From what I have read, the current idea is to sell licenses for the technology once it is finished. This may be a good idea, but it raises a few problems. First, licensing usually is synonymous with litigation. Those who don’t want to license will try to develop their own, ripping off the people who spent their lives making it happen in the first place. In order to protect the license, you must litigate, which means that money that would have otherwise be spent on R&D and in helping those who can’t afford the technology to get it will be spent on defending patents. Second, will licensing allow the owners of the technology proper control over its use? Here is an example.
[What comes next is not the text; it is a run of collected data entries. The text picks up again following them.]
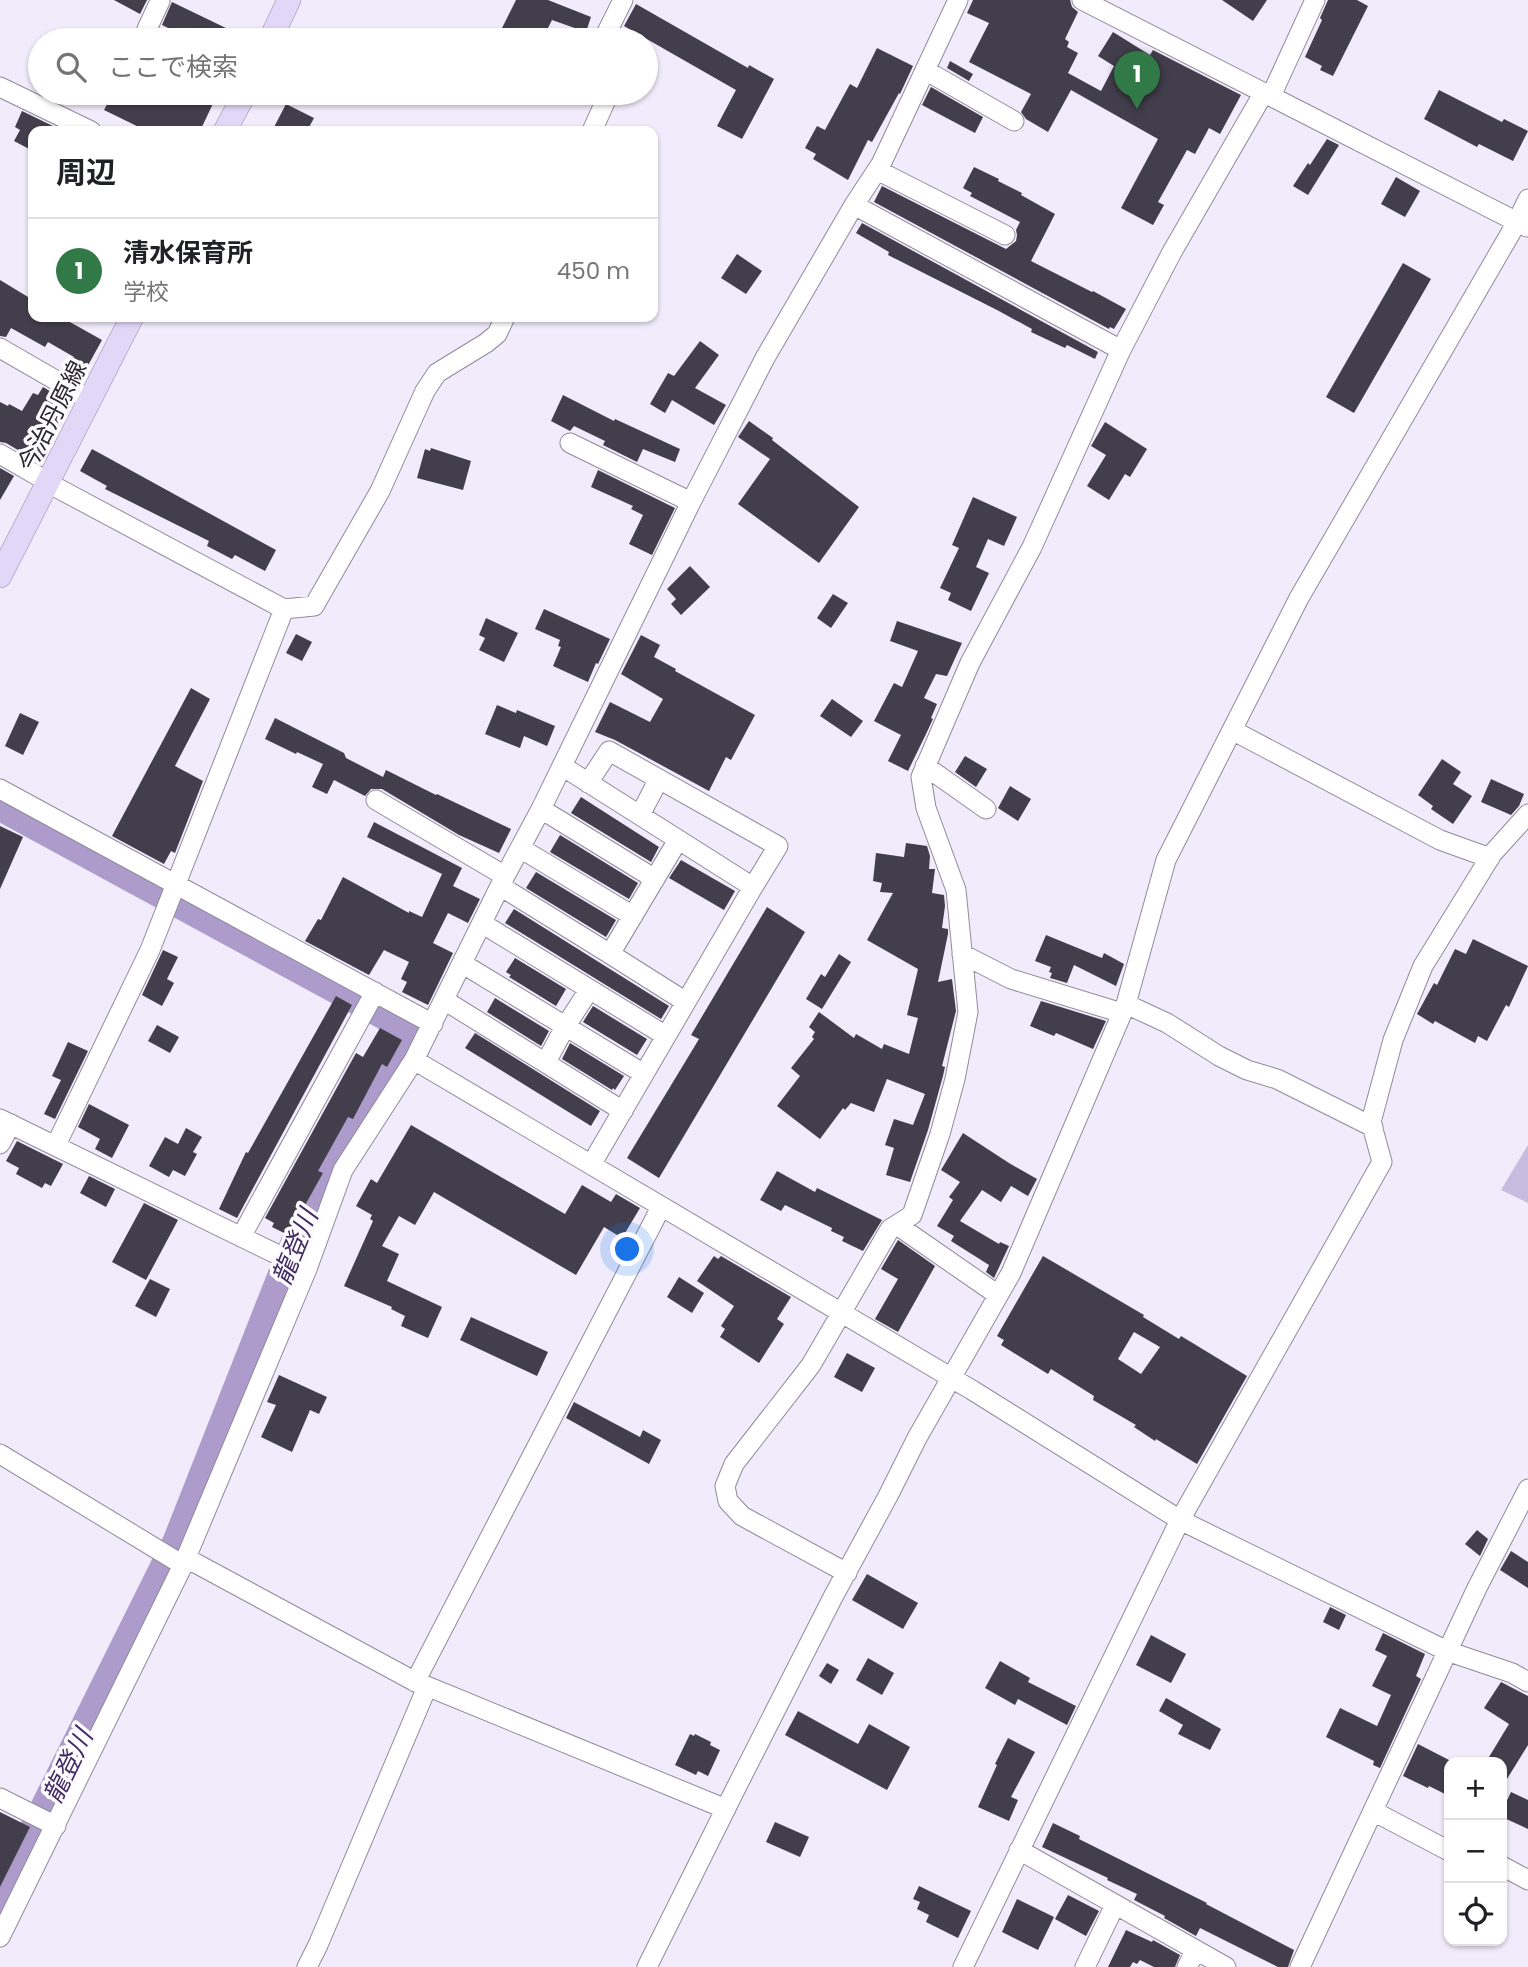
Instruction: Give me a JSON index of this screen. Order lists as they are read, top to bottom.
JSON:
{
  "streets": {
    "main road": ["今治丹原線"]
  },
  "water": ["龍登川"],
  "page": {
    "search": "ここで検索",
    "pins": "1",
    "heading": "周辺",
    "list": [
      {
        "mark": "1",
        "name": "清水保育所",
        "note": "学校",
        "value": "450 m"
      }
    ],
    "map_buttons": ["+", "−"]
  }
}
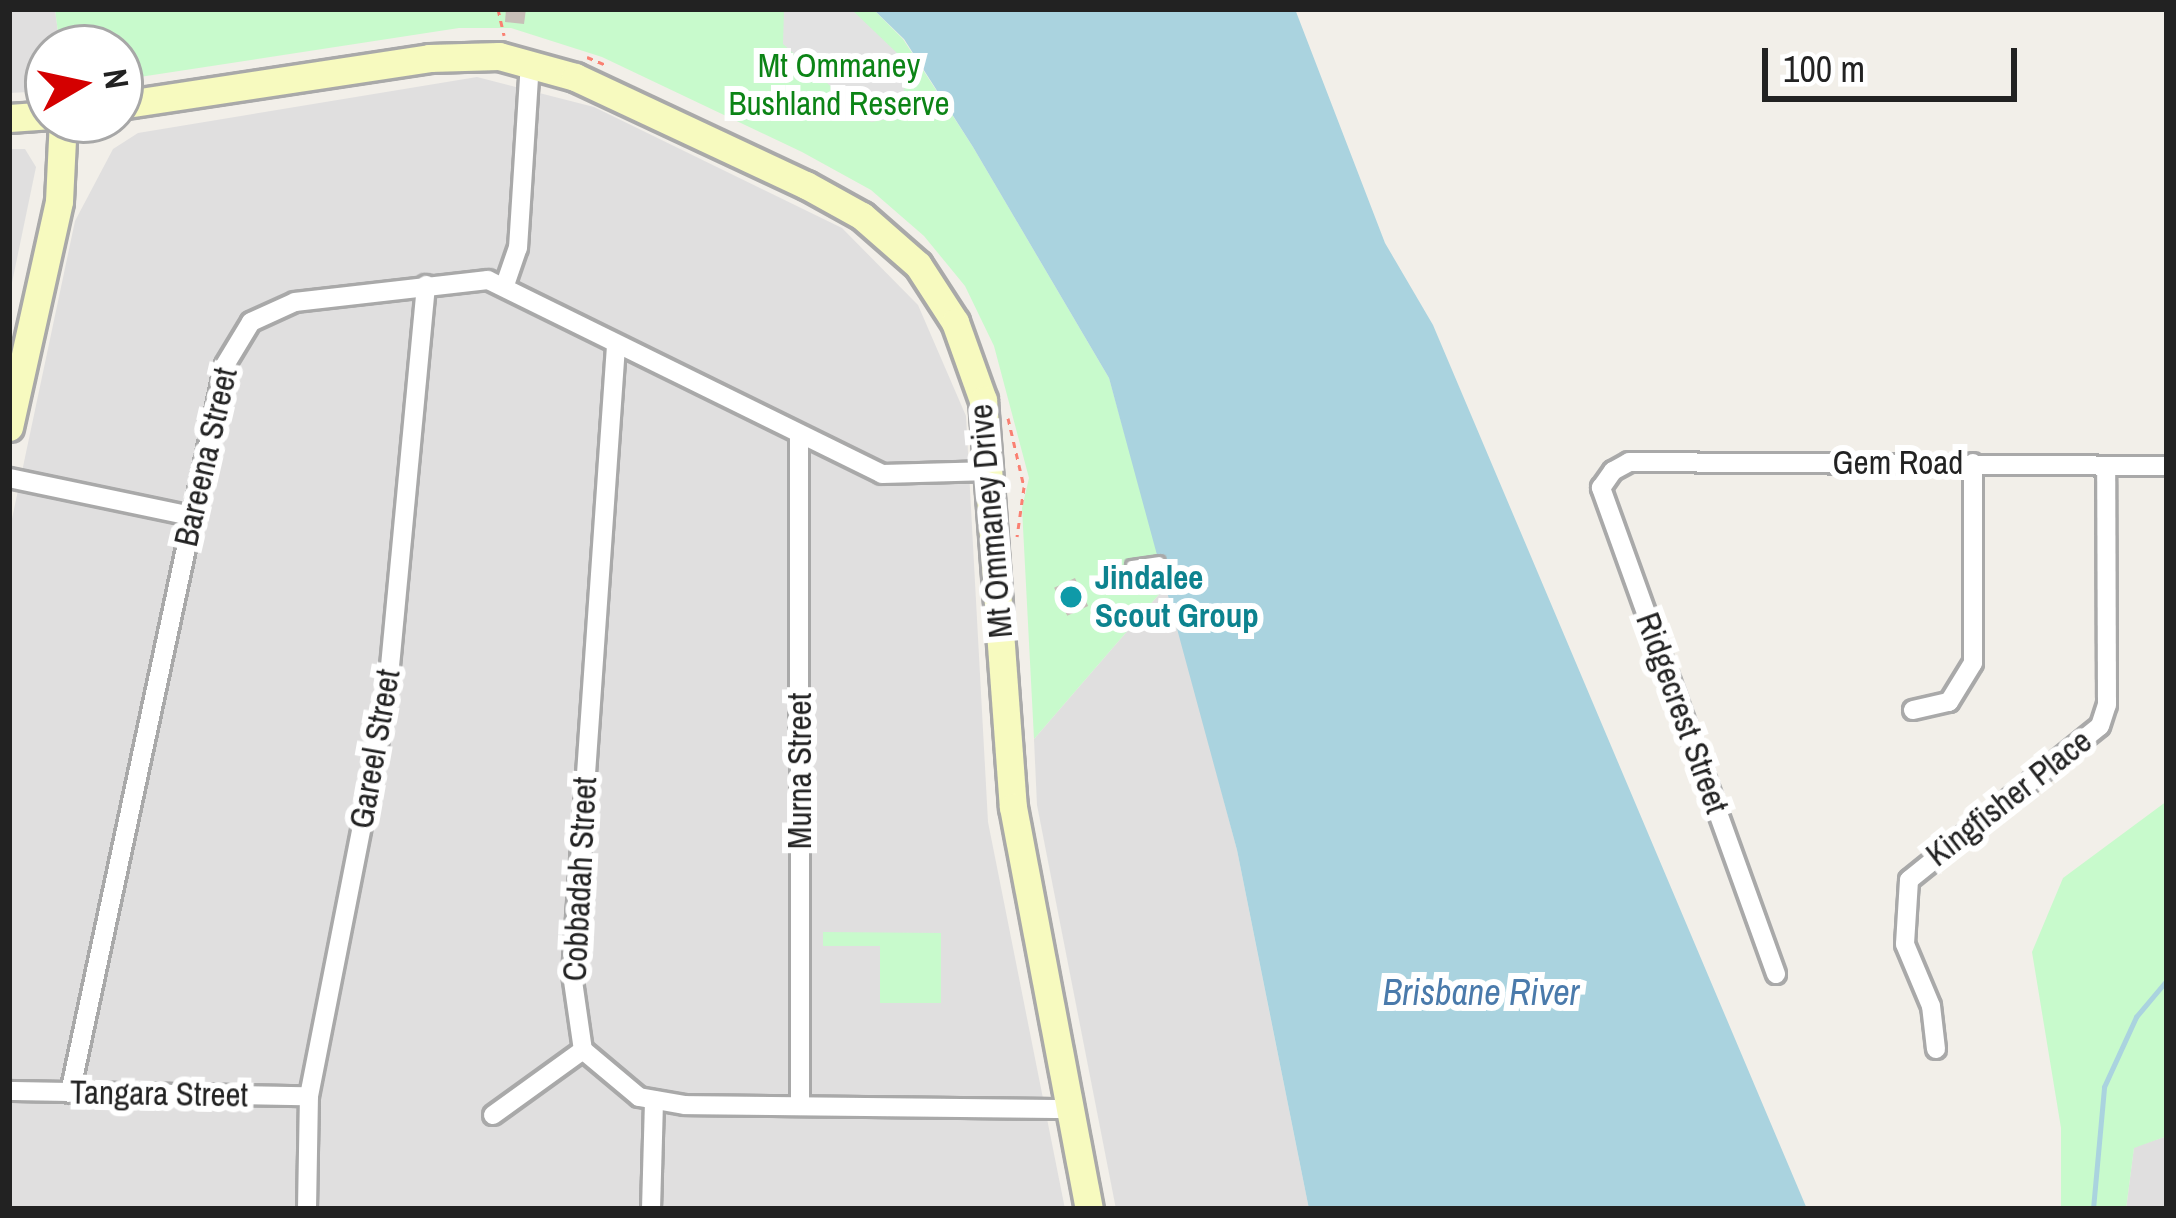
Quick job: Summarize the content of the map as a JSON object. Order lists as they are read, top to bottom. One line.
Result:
{"streets":{"street":["Bareena Street","Gem Road","Mt Ommaney Drive","Ridgecrest Street","Gareel Street","Murna Street","Kingfisher Place","Cobbadah Street","Tangara Street"]},"crossings":[["Bareena Street","Mt Ommaney Drive"],["Bareena Street","Gareel Street"],["Bareena Street","Murna Street"],["Bareena Street","Cobbadah Street"],["Bareena Street","Tangara Street"],["Gem Road","Ridgecrest Street"],["Gem Road","Kingfisher Place"],["Gareel Street","Tangara Street"]],"water":["Brisbane River"],"parks":["Mt Ommaney Bushland Reserve"],"places":["Jindalee Scout Group"],"scale_bar":"100 m","north":"right"}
Let’s say I own a glass factory. Glass is energy-intensive; in fact, the modern use of fossil fuels can be traced to the use of coal in glass factories in England a few centuries ago, before the steam engine. I now pay the local power utility lots of money every month to fire my furnaces. Then comes focus fusion. Now, will I simply change my operation so that I get my energy from the local utility at a new, mildly cheaper rate? Or do I build my own fusion power plant and get of the grid, and buy a few pounds of decaborane a year instead?

I work in printing. Back in the ’80’s, full-color “commercial” printing was a labor-intensive, highly expensive process that was much an art form as it was a science. Artists created art boards and mechanicals, with FPOs and lots of notes showing what and where screen builds should be dropped in by craftsmen called film strippers. Images were color-separated from transparencies and prints using special cameras ran by special camera operators. Preparing artwork for press was so expensive and hard that most printing companies did not do the process in house, but relied on special service bureaus called “color houses” to do the work for them. This made publishing color materials too expensive for all but the richest of clients, usually large businesses.

Then came desktop publishing, and specifically, Postscript from Adobe. Using Postscript, PC’s could be used to generate artwork with the color built into them. The artwork could then be sent electronically to the printer. The printer, not having to have expensive cameras and teams of highly-trained strippers on staff, could generate the color separations directly to printing plates (or in the case of digital printing, send it directly to the press), and, not only save a truckload of cash, but print the job faster, with less error. All the printer needed was a few technicians that could repair digital artwork, and run the machines, and buy upgrades and service contracts to keep up with new technology and keep the machines running smoothly.

The losers were the big color houses that, in effect, controlled the industry. The winners were everyone else. By using technology to do an end-run around the color houses, more people can now afford to publish their works, and even small businesses can have quality printing.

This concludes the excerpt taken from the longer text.